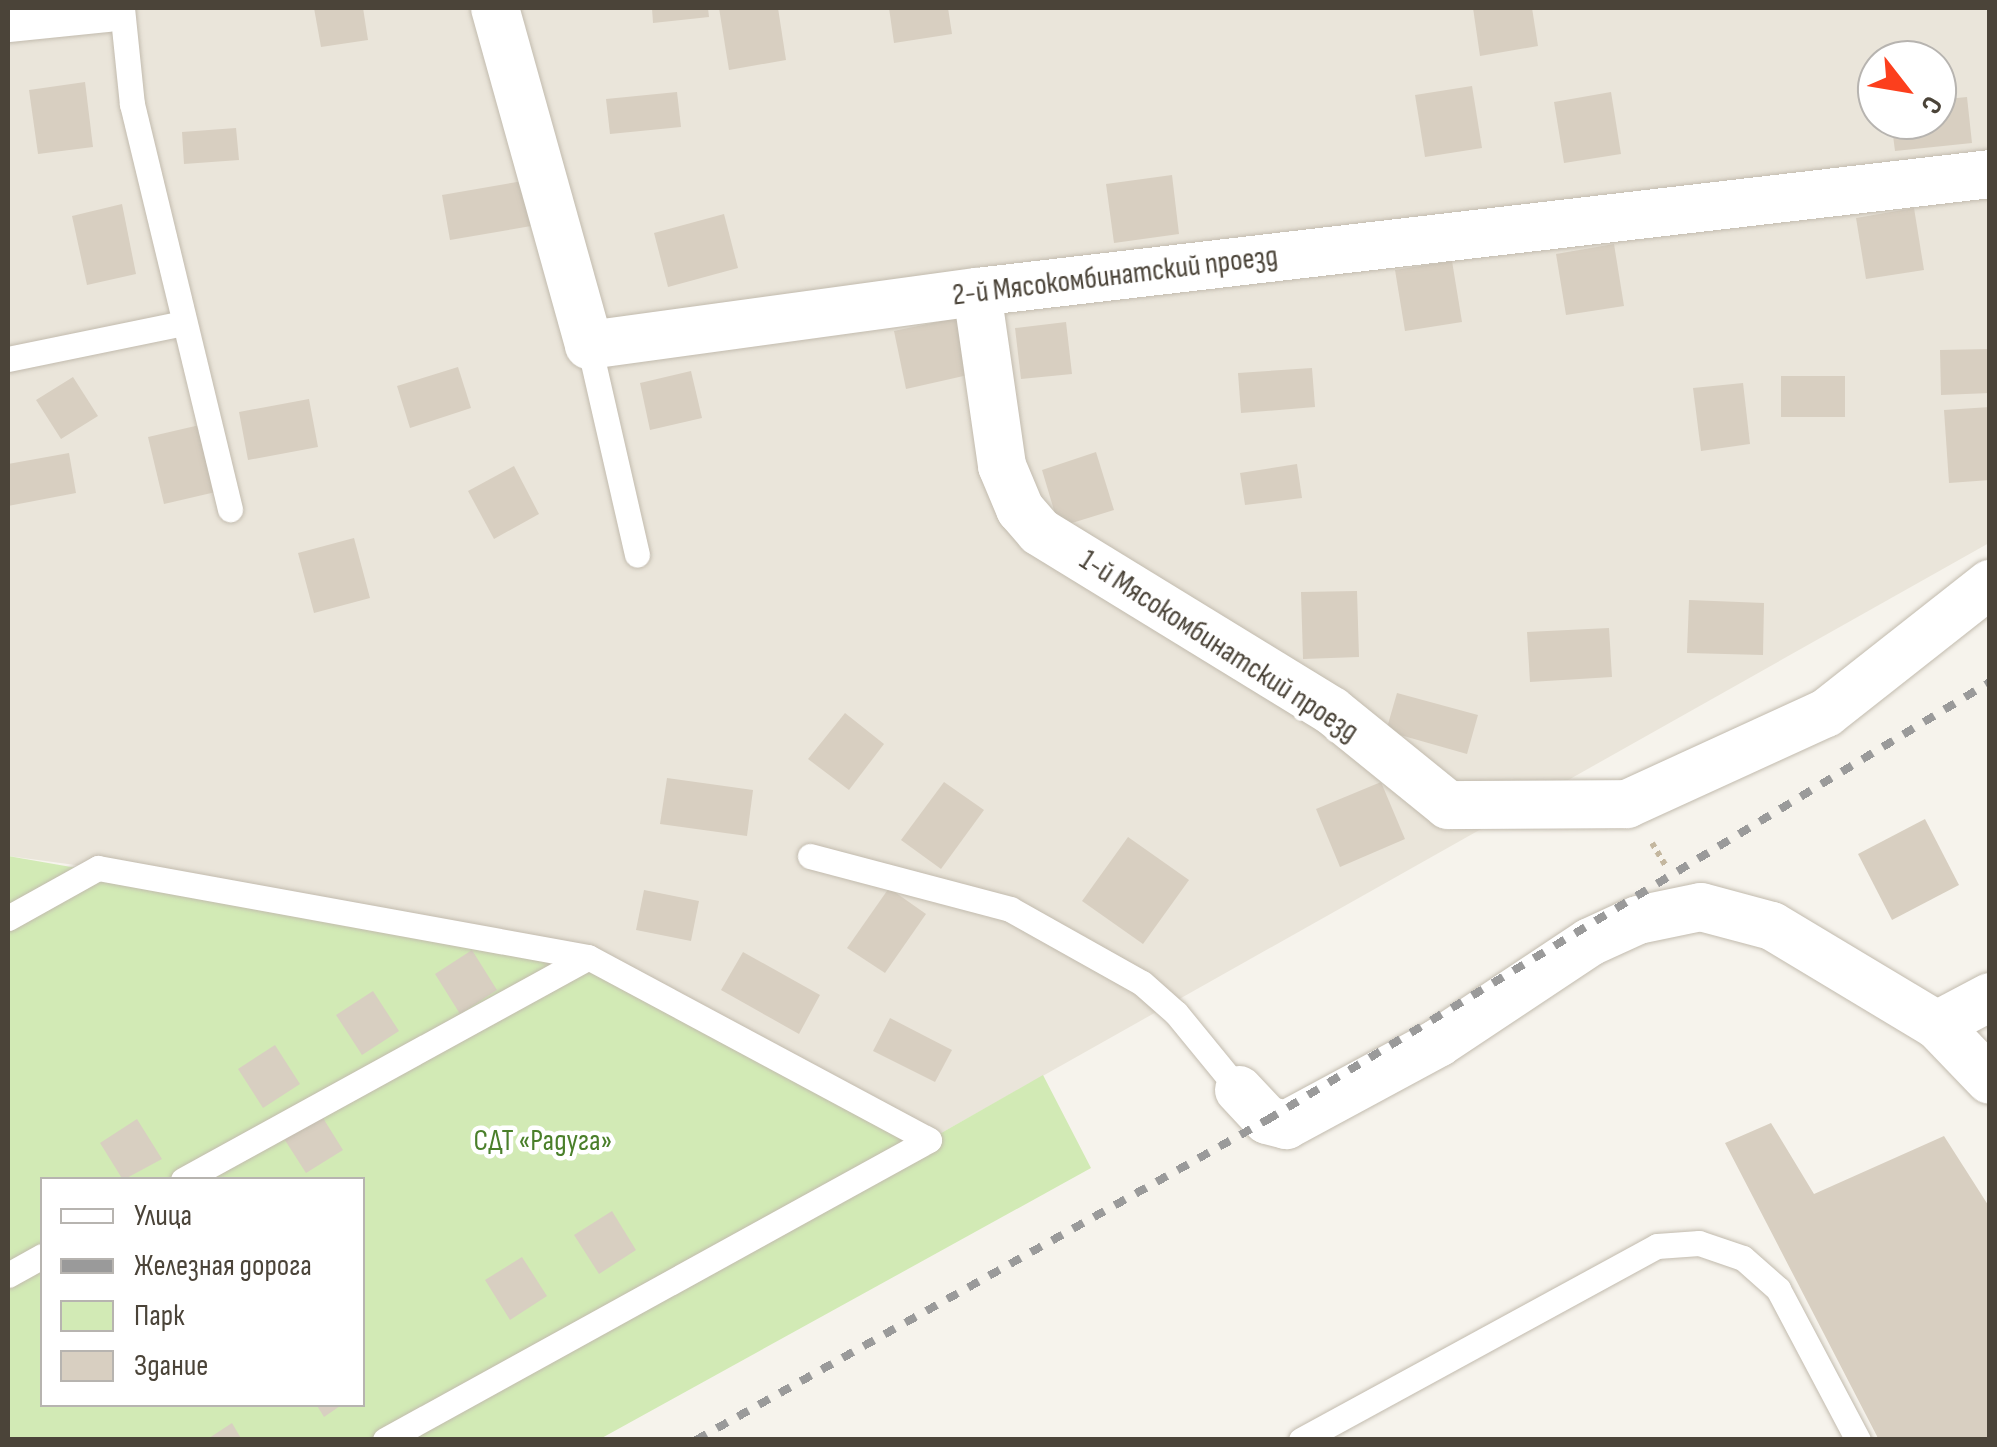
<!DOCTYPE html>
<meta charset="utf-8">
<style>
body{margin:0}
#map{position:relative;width:1997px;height:1447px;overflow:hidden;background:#f6f3ec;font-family:"Sofia Sans Condensed",sans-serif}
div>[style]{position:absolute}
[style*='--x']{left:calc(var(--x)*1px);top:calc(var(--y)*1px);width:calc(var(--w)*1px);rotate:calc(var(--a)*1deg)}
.residential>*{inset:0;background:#eae5da}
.green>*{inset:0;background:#d2eab5}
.building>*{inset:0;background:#d8cfc1}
.path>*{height:6px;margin-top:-3px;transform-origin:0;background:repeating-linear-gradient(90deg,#c4b79f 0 5px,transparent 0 10px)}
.roads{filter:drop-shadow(0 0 2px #c2bbae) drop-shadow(0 0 2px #c2bbae)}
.lane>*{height:25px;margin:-12.5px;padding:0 12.5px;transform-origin:12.5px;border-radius:12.5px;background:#fff}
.street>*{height:48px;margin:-24px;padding:0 24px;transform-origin:24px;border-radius:24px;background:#fff}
.rail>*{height:8px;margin-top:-4px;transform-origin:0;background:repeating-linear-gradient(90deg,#9a9a9a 0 12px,transparent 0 24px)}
span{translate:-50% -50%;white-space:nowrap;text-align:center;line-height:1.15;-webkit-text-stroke:9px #fff;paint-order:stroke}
.street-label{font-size:30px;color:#4b4439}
.park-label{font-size:30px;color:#4a7f2a}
.frame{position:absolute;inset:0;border:10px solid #4b4439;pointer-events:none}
.legend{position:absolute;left:40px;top:1177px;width:325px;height:230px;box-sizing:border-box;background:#fff;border:2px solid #b7b4b0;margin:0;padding:12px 18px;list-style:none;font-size:30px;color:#4b4439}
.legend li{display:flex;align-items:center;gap:20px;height:50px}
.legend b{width:50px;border:2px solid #b7b4b0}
.north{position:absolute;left:1857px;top:40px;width:100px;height:100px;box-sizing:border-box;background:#fff;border:2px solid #b7b4b0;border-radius:50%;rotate:121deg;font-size:28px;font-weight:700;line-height:40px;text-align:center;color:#4b4439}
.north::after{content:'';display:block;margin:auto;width:35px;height:45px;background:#fc3f1d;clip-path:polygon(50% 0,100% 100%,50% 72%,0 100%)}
</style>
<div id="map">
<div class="residential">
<div style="clip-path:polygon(evenodd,8px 8px,1989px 8px,1989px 543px,929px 1140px,98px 868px,8px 856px,8px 8px,1877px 60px,1937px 60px,1937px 120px,1877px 120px,1877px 60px)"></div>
</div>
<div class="green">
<div style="clip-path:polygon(evenodd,8px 856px,588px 957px,929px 1140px,1043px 1075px,1091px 1168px,600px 1439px,8px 1440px,8px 856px,42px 1180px,362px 1180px,362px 1404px,42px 1404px,42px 1180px)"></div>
</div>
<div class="building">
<div style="clip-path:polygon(314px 8px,363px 8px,368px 40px,321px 47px)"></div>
<div style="clip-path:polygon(652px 8px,708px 8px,709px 17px,653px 23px)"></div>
<div style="clip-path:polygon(719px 8px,778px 8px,786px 60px,729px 70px)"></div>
<div style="clip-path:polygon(889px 8px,948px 8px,952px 34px,894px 43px)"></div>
<div style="clip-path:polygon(1473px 8px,1532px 8px,1538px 46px,1480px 56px)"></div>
<div style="clip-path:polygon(85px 82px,93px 147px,38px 154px,29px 90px)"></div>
<div style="clip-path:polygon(1472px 86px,1482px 148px,1425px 157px,1415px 95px)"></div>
<div style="clip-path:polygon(677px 92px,681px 127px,610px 134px,606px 99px)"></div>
<div style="clip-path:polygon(1611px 92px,1621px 154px,1564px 163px,1554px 102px)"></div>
<div style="clip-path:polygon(1967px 97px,1972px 143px,1895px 151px,1891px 120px,1937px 120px,1937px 100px)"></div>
<div style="clip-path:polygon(236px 128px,239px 160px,184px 164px,182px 132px)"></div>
<div style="clip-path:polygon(1172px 175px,1179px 234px,1114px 243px,1106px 184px)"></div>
<div style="clip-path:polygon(529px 180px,537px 225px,450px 240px,442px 195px)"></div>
<div style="clip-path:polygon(122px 204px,136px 274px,87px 285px,72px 216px)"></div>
<div style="clip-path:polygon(1914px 208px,1924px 270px,1866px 279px,1856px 218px)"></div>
<div style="clip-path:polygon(724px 214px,738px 268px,668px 287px,654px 233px)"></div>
<div style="clip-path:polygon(1614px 244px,1624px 306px,1566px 315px,1556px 254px)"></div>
<div style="clip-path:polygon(1452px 261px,1462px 322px,1405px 331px,1395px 270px)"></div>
<div style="clip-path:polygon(956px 318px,968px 375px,906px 389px,894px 331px)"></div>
<div style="clip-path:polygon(1066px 322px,1072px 374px,1021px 379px,1015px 328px)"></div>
<div style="clip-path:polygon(1989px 349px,1990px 393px,1941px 395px,1940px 350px)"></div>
<div style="clip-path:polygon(458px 367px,471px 408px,410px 428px,397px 386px)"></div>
<div style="clip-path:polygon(1312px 368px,1315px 407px,1241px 413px,1238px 373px)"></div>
<div style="clip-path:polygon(691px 371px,702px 418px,650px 430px,640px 383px)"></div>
<div style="clip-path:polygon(1781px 376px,1845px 376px,1845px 417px,1781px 417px)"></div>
<div style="clip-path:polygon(73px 377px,98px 416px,61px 439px,36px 400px)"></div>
<div style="clip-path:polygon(1743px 383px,1750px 444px,1701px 451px,1693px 388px)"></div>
<div style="clip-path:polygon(309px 399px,318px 447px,248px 460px,239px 412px)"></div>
<div style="clip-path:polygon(1990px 407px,1990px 480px,1949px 483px,1944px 410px)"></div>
<div style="clip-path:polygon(204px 424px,220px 491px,164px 504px,148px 437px)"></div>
<div style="clip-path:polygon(1096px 452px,1114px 510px,1059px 527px,1042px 470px)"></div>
<div style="clip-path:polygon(69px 453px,76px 493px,8px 506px,8px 464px)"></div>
<div style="clip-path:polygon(1297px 464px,1302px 498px,1245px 505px,1240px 473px)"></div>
<div style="clip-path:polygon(514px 466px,539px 514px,494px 539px,468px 491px)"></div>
<div style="clip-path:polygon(354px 538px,370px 598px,314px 613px,298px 553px)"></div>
<div style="clip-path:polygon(1357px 591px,1359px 657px,1303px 659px,1301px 592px)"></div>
<div style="clip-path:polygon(1689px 600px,1764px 603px,1763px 655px,1687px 653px)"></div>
<div style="clip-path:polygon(1609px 628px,1612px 677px,1530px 682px,1527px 632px)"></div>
<div style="clip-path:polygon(1397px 693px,1478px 715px,1467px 754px,1386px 731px)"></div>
<div style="clip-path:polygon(845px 713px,884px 744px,849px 790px,808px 759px)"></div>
<div style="clip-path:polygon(667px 778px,753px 790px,747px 836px,660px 824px)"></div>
<div style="clip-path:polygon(944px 782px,984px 810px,941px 869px,901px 840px)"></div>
<div style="clip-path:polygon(1381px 782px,1405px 839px,1340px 867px,1316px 809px)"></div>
<div style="clip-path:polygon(1925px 819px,1959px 885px,1892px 920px,1858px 854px)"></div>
<div style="clip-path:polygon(1128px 837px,1189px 880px,1143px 944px,1082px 901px)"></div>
<div style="clip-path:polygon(889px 888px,926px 914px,885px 973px,847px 948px)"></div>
<div style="clip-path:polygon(644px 890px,699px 901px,691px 941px,636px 930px)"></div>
<div style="clip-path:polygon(472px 950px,497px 990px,460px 1014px,435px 974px)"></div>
<div style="clip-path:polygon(743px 952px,820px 995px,799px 1034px,721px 990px)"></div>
<div style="clip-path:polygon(373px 991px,399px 1031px,362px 1055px,336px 1015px)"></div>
<div style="clip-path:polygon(890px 1018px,952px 1050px,935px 1082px,873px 1051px)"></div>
<div style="clip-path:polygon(275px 1045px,300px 1084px,263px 1108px,238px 1069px)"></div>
<div style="clip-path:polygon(318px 1110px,343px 1150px,306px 1173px,281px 1134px)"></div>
<div style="clip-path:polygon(137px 1119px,162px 1159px,123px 1180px,100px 1143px)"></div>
<div style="clip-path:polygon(1771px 1123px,1814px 1194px,1944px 1136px,1990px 1208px,1990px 1440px,1879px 1440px,1725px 1143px)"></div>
<div style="clip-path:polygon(612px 1211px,636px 1250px,599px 1274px,574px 1235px)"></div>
<div style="clip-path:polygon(522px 1257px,547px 1296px,510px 1320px,485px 1280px)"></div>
<div style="clip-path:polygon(316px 1404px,343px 1404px,324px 1417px)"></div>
<div style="clip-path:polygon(232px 1423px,242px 1440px,206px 1440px)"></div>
</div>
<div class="path">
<div style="--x:1652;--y:843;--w:27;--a:59"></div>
</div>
<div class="roads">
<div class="lane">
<div style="--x:122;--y:8;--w:97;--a:84.1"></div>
<div style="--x:132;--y:104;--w:417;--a:76.4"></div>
<div style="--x:589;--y:345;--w:215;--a:77.1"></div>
<div style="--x:8;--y:359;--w:179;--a:-11.6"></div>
<div style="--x:810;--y:856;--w:207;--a:14.8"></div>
<div style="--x:1010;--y:909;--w:151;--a:29.3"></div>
<div style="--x:1142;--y:983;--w:45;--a:41.4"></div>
<div style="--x:1176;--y:1013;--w:99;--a:50.7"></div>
<div style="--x:8;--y:918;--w:103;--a:-29.1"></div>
<div style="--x:98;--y:868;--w:498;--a:10.3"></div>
<div style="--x:588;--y:957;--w:387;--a:28.2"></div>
<div style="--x:183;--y:1180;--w:462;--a:-28.8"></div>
<div style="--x:8;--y:1275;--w:39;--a:-29"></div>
<div style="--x:385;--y:1440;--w:621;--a:-28.88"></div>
<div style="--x:1301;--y:1440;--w:405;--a:-28.6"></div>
<div style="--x:1657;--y:1246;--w:42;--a:-4.1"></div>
<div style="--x:1699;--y:1243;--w:46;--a:18.8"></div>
<div style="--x:1743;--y:1258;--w:47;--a:41.5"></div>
<div style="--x:1778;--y:1289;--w:171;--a:62.1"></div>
</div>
<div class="street">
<div style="--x:495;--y:8;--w:350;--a:74.4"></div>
<div style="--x:589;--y:345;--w:392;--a:-7.8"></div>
<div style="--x:977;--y:292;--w:1020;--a:-6.64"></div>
<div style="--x:8;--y:18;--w:101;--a:-5.7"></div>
<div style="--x:977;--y:292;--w:176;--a:81.8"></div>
<div style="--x:1002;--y:466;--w:47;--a:67.3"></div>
<div style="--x:1020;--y:509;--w:30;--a:49"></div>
<div style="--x:1040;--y:532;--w:342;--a:31.5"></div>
<div style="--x:1332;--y:711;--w:149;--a:39"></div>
<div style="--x:1448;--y:805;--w:179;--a:-0.3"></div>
<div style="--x:1627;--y:804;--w:219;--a:-24.6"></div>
<div style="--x:1826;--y:713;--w:209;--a:-38.2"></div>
<div style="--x:1937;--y:1025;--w:60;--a:-27.8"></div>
<div style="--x:1239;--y:1090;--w:41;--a:47"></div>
<div style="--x:1267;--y:1120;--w:20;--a:15"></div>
<div style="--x:1286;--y:1125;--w:173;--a:-28.3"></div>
<div style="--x:1438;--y:1043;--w:182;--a:-33.6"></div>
<div style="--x:1590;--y:942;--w:53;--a:-24.6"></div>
<div style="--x:1638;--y:920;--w:64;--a:-11.7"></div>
<div style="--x:1701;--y:907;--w:73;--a:15"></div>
<div style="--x:1772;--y:926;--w:192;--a:31"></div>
<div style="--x:1937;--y:1025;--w:76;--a:46.1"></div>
</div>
</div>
<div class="rail">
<div style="--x:696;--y:1440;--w:655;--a:-29.27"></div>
<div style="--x:1267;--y:1120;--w:845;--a:-31.21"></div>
</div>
<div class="street-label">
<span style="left:1115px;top:276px;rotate:-7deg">2-й Мясокомбинатский проезд</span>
<span style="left:1219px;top:646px;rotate:33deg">1-й Мясокомбинатский проезд</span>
</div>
<div class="park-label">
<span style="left:543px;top:1141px">СДТ «Радуга»</span>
</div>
<div class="frame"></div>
<ul class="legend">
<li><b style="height:12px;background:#fff"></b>Улица</li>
<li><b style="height:12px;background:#9a9a9a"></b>Железная дорога</li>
<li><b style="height:28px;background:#d2eab5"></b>Парк</li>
<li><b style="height:28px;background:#d8cfc1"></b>Здание</li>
</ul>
<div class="north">С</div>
</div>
★ ★ ★ ★ ★
Scan the data, and report each line that uses the word "lane".

.lane>*{height:25px;margin:-12.5px;padding:0 12.5px;transform-origin:12.5px;border-radius:12.5px;background:#fff}
<div class="lane">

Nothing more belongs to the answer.